More than thirty years have passed since Iran publicly offered a rich bounty for the assassination of author Salman Rushdie. From that moment to this, the Ayn Rand Institute has steadfastly upheld the principle of freedom of speech amidst a cultural tide of fear, appeasement and retreat. That record of vigilance in the face of repeated attacks is captured in Defending Free Speech, edited by Steve Simpson and published in 2016.

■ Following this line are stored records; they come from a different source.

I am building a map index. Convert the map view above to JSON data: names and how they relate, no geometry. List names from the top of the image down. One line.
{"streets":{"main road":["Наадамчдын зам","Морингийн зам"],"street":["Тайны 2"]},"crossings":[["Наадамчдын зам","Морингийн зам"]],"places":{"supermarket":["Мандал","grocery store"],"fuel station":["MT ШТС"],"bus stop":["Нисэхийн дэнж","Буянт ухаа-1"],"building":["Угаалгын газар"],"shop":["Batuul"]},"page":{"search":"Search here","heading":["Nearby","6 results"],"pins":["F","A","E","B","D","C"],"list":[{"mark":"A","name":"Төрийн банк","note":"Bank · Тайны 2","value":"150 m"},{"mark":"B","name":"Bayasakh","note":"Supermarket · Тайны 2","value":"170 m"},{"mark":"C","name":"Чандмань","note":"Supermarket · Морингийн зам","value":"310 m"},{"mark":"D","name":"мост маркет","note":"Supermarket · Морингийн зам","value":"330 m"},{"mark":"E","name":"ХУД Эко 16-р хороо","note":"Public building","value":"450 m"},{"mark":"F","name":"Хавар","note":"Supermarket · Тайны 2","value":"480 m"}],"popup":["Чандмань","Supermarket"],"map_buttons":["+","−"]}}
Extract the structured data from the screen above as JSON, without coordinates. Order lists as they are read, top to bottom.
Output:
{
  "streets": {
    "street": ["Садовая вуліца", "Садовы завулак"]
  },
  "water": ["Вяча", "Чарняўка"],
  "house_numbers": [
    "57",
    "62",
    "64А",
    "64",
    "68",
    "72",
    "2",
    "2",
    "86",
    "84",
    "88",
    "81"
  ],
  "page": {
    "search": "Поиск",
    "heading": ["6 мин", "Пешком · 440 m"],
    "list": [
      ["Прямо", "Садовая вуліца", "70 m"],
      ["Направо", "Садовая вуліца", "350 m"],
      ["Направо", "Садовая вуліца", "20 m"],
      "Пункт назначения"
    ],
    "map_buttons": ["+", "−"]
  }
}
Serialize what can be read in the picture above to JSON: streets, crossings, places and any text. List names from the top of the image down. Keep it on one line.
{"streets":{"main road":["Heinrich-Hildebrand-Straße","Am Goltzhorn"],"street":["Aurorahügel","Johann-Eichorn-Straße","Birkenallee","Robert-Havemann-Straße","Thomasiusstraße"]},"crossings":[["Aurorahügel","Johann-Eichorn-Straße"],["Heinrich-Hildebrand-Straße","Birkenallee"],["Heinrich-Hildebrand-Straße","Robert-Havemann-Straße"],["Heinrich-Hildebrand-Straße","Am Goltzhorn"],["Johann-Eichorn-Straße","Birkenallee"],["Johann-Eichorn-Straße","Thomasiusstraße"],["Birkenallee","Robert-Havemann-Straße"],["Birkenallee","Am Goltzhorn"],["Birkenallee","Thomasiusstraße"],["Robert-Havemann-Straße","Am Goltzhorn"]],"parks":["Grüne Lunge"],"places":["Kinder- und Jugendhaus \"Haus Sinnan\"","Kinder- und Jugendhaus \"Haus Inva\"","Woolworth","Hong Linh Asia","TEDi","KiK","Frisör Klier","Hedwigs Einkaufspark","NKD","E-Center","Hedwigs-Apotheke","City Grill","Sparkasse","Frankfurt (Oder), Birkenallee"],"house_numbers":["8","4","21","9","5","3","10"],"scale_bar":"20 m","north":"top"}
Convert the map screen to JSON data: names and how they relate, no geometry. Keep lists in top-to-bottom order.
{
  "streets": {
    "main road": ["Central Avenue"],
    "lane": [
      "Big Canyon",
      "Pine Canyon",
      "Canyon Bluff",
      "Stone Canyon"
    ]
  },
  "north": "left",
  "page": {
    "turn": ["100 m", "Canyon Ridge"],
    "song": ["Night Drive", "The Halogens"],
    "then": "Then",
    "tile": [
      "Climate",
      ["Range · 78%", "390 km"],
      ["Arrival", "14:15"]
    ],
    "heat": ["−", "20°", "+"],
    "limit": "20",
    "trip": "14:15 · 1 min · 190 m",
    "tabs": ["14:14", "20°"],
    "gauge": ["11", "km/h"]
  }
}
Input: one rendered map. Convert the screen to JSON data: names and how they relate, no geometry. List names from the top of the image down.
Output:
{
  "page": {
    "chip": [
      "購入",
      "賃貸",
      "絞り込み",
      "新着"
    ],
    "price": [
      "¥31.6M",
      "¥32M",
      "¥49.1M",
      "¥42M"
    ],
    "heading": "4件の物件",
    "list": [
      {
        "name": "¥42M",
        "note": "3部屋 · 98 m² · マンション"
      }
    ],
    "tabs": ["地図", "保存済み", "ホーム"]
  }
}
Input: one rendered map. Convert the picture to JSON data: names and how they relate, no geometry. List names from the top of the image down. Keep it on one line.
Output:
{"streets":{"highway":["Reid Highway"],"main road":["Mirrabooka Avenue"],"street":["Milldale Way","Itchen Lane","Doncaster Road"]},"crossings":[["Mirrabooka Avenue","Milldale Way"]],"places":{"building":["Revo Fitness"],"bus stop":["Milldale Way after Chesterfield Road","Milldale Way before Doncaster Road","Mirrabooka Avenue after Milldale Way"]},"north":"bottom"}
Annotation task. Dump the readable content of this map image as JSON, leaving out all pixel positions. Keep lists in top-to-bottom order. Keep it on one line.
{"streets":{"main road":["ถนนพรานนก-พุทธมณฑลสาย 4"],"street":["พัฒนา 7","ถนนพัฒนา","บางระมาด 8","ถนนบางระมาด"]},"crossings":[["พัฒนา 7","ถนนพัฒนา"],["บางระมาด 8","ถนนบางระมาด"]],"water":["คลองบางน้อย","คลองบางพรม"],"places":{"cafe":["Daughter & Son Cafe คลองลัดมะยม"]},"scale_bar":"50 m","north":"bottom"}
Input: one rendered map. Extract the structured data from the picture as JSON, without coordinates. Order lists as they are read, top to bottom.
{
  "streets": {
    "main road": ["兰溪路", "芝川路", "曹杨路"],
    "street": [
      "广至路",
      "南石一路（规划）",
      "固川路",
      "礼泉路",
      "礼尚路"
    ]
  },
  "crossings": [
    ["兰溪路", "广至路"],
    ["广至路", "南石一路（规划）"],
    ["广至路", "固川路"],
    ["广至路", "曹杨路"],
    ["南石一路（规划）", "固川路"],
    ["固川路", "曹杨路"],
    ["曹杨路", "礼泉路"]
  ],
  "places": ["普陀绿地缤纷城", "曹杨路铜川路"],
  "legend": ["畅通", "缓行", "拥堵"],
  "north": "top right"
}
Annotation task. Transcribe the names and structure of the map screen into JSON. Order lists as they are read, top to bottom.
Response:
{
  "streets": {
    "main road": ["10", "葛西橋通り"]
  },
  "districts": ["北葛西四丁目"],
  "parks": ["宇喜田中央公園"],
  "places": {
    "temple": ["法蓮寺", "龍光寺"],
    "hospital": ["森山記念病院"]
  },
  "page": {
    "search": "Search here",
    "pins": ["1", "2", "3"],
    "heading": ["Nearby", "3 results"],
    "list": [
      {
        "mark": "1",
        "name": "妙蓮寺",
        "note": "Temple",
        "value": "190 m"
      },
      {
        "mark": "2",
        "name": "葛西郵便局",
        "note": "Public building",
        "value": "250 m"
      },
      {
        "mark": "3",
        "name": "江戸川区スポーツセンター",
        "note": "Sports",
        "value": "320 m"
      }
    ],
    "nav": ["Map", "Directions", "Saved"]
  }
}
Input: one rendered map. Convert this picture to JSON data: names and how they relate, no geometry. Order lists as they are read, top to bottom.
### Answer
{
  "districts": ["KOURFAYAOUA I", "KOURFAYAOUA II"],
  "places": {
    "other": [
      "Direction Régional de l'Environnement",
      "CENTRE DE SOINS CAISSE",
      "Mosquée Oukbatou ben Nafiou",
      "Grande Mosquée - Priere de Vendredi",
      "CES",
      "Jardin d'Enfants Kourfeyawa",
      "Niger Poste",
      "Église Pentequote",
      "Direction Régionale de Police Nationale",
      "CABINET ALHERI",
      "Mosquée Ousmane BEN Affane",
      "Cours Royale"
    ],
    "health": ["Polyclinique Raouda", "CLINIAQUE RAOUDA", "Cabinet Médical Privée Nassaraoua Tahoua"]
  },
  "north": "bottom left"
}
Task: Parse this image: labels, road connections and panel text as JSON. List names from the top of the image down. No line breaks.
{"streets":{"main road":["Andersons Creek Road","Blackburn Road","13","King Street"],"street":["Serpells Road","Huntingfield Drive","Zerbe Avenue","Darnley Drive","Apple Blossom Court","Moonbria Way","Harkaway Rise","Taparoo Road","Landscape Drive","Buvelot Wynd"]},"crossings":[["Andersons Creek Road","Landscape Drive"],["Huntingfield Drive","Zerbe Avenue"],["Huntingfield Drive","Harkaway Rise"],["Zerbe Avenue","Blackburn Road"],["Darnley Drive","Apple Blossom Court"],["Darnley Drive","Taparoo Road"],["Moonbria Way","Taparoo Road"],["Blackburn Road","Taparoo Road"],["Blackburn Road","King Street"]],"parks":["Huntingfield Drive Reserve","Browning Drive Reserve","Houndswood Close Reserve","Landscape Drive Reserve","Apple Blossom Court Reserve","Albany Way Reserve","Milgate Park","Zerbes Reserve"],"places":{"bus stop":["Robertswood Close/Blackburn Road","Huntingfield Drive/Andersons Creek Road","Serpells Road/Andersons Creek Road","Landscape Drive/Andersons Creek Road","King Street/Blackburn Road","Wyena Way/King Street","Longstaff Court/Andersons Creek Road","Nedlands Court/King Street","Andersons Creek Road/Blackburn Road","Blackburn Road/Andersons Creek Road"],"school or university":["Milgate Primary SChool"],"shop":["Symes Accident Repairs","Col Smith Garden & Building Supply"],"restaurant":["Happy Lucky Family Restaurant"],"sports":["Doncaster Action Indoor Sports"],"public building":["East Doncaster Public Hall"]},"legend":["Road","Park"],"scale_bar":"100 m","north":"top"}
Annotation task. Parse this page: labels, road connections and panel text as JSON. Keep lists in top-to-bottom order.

Now, on the fifth anniversary of the horrific slayings at Charlie Hebdo’s editorial offices —one of the many atrocities that followed the West’s failures in the Rushdie affair — we are reprinting Simpson’s introduction to Defending Free Speech in the hope that it will encourage you to buy the book and read it. You may also want to consider becoming a member of the Ayn Rand Institute to support our efforts into the future.
INTRODUCTION: A BATTLE OF IDEAS
Civilization depends on reason; freedom means the freedom to think, then act accordingly; the rights of free speech and a free press implement the sovereignty of reason over brute force. If civilized existence is to be possible, the right of the individual to exercise his rational faculty must be inviolable.
—Leonard Peikoff, 1989
Freedom of speech is an essential pillar of Western civilization, yet, tragically, this precious right has come under increasing attack over the last few decades—in the fatwah against Salman Rushdie in 1989, the threats against Danish cartoonists in 2005–06, and, more recently, the attacks on Charlie Hebdo in Paris and on a cartoon contest in Garland, Texas. While the chief perpetrators of the attacks have been Islamic totalitarians, the primary threat to freedom of speech is not existential, but philosophical. Islamists are obviously motivated by ideas that are anathema to freedom of speech, but so, increasingly, are Western leaders and intellectuals, who have repeatedly met these attacks not with a confident defense of Western values, but with apologies, appeasement, and victim-blaming.
For a glimpse of the source of these ideas, we need look no further than the universities, where students are taught a steady diet of irrationalism and emotionalism, self-sacrifice, and multicultural tribalism. The results are predictable—students increasingly seek “trigger warnings” before being taught controversial ideas, they seek refuge in “safe spaces,” and they rail against the ideals on which Western culture is based. In 2015 we saw the logical consequences of these ideas, when students at the University of Missouri physically blocked a photographer from taking pictures of a protest held on public property, and one professor was caught on camera calling for “some muscle” to remove a student who refused to stop filming the protests.
Meanwhile, our politicians increasingly use the “muscle” they possess—the power of physical force, which is the essence of government power—to threaten free speech directly and to choke it off through the use of regulation and litigation. Recent examples include the IRS’s targeting of Tea Party groups for attempting to speak out during the 2012 election cycle, the constant calls by politicians and intellectuals for greater controls on political speech in the form of campaign finance laws, demands that the United States enact European-style “hate speech” laws, and the investigations by state attorneys general of Exxon and various advocacy groups for challenging climate change orthodoxy.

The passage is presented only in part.